Collected data:
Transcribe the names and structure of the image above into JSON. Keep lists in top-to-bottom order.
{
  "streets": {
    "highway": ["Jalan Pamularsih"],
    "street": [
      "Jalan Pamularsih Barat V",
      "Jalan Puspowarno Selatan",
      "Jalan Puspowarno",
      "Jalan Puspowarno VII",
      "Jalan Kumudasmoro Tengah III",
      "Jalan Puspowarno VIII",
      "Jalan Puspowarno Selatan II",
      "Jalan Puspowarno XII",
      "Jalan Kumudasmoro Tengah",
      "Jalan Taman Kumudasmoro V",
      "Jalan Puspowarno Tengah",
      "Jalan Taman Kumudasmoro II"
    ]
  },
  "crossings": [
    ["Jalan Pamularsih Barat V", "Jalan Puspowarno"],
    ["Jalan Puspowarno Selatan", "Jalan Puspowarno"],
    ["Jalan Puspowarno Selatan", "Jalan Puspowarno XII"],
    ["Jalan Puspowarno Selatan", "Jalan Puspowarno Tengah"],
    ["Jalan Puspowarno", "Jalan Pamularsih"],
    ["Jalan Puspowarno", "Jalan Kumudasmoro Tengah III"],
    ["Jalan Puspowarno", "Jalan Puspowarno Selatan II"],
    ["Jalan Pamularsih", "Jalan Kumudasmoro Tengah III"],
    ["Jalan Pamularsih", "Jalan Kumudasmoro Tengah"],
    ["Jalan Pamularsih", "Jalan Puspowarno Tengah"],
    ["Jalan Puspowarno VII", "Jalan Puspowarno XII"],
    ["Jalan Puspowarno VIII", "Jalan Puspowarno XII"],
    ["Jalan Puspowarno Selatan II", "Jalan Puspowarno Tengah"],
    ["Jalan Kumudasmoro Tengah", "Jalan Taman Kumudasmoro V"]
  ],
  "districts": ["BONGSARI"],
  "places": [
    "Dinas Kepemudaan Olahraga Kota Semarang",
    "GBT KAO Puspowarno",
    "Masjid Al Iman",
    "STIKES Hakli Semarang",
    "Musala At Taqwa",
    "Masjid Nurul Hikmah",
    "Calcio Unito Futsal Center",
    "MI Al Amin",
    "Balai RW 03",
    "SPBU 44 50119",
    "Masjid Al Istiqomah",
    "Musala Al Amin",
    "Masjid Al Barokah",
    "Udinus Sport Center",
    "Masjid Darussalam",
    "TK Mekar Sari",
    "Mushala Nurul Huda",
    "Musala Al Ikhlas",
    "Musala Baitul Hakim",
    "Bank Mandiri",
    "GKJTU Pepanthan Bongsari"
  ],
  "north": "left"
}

Work item: Which lines above hold the word "Tengah"? Copy each of them.

Written reply:
      "Jalan Kumudasmoro Tengah III",
      "Jalan Kumudasmoro Tengah",
      "Jalan Puspowarno Tengah",
    ["Jalan Puspowarno Selatan", "Jalan Puspowarno Tengah"],
    ["Jalan Puspowarno", "Jalan Kumudasmoro Tengah III"],
    ["Jalan Pamularsih", "Jalan Kumudasmoro Tengah III"],
    ["Jalan Pamularsih", "Jalan Kumudasmoro Tengah"],
    ["Jalan Pamularsih", "Jalan Puspowarno Tengah"],
    ["Jalan Puspowarno Selatan II", "Jalan Puspowarno Tengah"],
    ["Jalan Kumudasmoro Tengah", "Jalan Taman Kumudasmoro V"]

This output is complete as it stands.